Nothing at all! Was that even possible? We must have visited Avignon at least four or five times over the years – could it be that we really never found anything that we deemed worthwhile of sharing with you? Apparently yes.
Since we have made it a principle to rarely let a trip (any trip) go by without carving a post out of the experience, there had to be reasons for exempting – of all destinations – the most storied town in southern France.
After much soul-searching, I have found two such reasons.
Firstly, we always try to be original in our posts: to say something that has not been said many times before. We do not kid ourselves: it is increasingly difficult, in the modern world of over-travelling and over-sharing, to find anything that is “new” in the old sense of the word, but we always try to find a fresh angle on the destinations we visit – or, at least, to combine familiar elements into something that resembles an original work (which is how pop music composers craft their songs).
And where even that is not possible, we rather concede than rephrase platitudes. Apparently, we found that there was not much new to say about Avignon and its most famous feature – the string of medieval popes – that had not been said hundreds of times before.
Secondly, we are still a hiking site, and although the days of 20-km-long schleps through mountainous wildernesses are firmly behind us, we honour the traditions of our blog sufficiently to refrain from classifying something like a walk down the corridor of a papal palace as a “hike” – because, as Tevje the Milkman memorably said, stretching traditions this far would break not only the traditions themselves but also, ultimately, those who have so blatantly offended against their own long-held beliefs.
Here’s the Avignon With No Jiggery-Popery
This is why we held our posting breath until our most recent visit to Avignon, when we finally discovered something that ticked the two Easy Hiker boxes.
The Avignon Tourism Board’s “Through The Years of Yesterday” is both a proper walk and offers a fresh view: the definitive Easy Hiking experience in Provence.

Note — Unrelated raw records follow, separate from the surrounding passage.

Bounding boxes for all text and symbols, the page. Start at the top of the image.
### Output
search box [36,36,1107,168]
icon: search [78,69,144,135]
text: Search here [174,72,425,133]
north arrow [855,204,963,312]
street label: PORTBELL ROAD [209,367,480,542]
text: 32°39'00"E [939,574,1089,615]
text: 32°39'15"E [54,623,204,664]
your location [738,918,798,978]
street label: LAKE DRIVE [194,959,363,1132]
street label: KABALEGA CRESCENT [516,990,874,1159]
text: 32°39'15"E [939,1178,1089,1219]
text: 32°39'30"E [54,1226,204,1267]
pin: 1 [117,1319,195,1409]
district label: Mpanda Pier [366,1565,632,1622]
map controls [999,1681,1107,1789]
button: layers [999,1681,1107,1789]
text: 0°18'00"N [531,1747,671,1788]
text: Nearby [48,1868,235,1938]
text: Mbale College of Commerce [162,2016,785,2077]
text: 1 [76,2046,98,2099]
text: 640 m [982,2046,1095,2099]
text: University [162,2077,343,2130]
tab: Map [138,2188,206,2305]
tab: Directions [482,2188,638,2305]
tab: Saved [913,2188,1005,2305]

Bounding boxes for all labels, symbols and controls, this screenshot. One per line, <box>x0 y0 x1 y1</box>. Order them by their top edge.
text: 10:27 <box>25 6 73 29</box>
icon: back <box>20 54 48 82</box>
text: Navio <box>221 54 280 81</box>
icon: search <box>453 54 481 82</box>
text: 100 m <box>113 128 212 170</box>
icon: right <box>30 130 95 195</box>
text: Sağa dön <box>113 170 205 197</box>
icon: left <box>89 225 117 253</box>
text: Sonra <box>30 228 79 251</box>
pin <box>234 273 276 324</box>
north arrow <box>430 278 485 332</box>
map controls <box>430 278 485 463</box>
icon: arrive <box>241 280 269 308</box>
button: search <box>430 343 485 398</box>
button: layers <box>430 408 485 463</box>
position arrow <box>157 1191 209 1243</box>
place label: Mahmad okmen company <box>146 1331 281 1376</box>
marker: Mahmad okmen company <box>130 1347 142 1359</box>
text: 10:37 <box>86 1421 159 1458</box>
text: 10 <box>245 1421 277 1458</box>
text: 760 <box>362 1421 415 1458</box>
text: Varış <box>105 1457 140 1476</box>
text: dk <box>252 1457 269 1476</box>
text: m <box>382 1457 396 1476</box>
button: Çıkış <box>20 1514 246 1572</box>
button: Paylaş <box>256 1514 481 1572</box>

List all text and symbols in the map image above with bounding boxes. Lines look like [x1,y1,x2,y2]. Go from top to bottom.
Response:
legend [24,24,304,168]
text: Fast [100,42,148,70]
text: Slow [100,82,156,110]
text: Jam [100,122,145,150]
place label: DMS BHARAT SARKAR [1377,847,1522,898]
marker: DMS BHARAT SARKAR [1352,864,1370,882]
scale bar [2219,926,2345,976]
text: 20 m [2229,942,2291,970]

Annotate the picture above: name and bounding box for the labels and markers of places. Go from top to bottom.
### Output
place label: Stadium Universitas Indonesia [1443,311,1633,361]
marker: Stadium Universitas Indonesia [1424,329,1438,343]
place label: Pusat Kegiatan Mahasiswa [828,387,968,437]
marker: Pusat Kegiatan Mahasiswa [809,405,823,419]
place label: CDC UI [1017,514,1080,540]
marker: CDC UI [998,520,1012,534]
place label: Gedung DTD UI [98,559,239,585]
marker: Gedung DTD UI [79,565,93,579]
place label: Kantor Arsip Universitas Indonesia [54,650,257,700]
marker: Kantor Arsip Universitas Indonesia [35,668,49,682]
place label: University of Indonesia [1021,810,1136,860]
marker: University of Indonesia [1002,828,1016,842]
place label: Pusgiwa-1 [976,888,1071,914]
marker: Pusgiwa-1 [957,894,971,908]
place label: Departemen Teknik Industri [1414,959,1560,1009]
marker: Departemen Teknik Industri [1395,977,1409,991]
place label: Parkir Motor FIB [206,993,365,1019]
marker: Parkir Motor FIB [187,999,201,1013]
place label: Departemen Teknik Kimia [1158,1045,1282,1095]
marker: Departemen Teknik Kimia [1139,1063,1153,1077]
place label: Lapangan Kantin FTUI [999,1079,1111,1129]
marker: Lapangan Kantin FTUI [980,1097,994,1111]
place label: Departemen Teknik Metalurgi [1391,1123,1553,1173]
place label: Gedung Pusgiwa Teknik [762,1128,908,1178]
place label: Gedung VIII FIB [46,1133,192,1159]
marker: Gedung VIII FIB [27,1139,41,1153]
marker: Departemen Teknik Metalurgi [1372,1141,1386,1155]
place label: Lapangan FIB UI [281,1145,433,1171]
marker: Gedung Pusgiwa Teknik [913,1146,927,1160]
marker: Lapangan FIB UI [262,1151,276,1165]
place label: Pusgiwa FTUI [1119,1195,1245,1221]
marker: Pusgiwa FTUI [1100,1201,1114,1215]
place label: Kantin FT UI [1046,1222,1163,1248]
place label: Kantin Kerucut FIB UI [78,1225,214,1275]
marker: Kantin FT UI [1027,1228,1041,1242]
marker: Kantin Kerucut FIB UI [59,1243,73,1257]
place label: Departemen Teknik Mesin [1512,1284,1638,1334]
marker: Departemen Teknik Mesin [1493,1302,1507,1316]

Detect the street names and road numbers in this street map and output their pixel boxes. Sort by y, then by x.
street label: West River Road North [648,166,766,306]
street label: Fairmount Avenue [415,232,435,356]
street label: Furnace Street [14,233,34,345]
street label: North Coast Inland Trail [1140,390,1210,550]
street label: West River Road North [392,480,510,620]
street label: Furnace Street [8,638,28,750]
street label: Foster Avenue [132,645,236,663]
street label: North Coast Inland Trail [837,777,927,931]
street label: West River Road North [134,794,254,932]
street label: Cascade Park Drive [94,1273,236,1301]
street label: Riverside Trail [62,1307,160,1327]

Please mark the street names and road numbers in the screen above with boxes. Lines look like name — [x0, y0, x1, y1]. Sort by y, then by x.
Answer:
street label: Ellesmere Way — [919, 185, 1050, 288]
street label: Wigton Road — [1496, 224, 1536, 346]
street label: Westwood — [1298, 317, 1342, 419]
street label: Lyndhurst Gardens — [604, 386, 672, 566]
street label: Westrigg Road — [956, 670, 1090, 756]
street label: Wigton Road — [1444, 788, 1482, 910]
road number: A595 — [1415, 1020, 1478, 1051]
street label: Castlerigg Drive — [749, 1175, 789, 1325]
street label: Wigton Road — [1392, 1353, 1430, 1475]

The walk has been around for a while: you can find the route (highlighted in green) in a brochure issued by the local tourism office, …

… but it is not so widely known that it could not benefit from wider distribution.
We have done several such municipal-tourism-office walks before and found that many of them suffered – to various extents – from the same defect: an inability to imagine what visitors may look for on such a walk, combined with a great love for the finer details of municipal history and the lives of the great and not-so-great who once inhabited the town.
Do you want to find out where King Henri IV had a hearty lunch in X-ville during his visit in 1562? Or which elementary school Stendhal attended in Y-bourg? Then these routes are just the ticket for you to enjoy the Avignon with no jiggery-popery.
The Avignon Tourism Board’s “Walk Through The Years of Yesterday”, however, is different, concentrating more on sights than on historic trifles …

… and does it so well that, after the first two or three street scenes of stunning beauty that you have walked into, …

… you will begin to look forward to every twist and turn in the route, curious to find out what surprise may lie in wait for you behind the next corner.
You will be rarely disappointed.

The walk also provides an introduction into the city’s visual culture. It features urban art of various types, frequently copies of famous paintings …

… but also many examples for what seems to be the local urban artists’ specialty: quirky imaginings of what may be going on behind windows that have been bricked up.

Trompe l’oeil that is not really meant to deceive the eye, only to attract it. No, that is not really the king of France peeking out of the 3rd floor window here.

The star of the show is certainly the sheer variety of idyllic urban motifs, from still life versions of a prosperous town in Provence …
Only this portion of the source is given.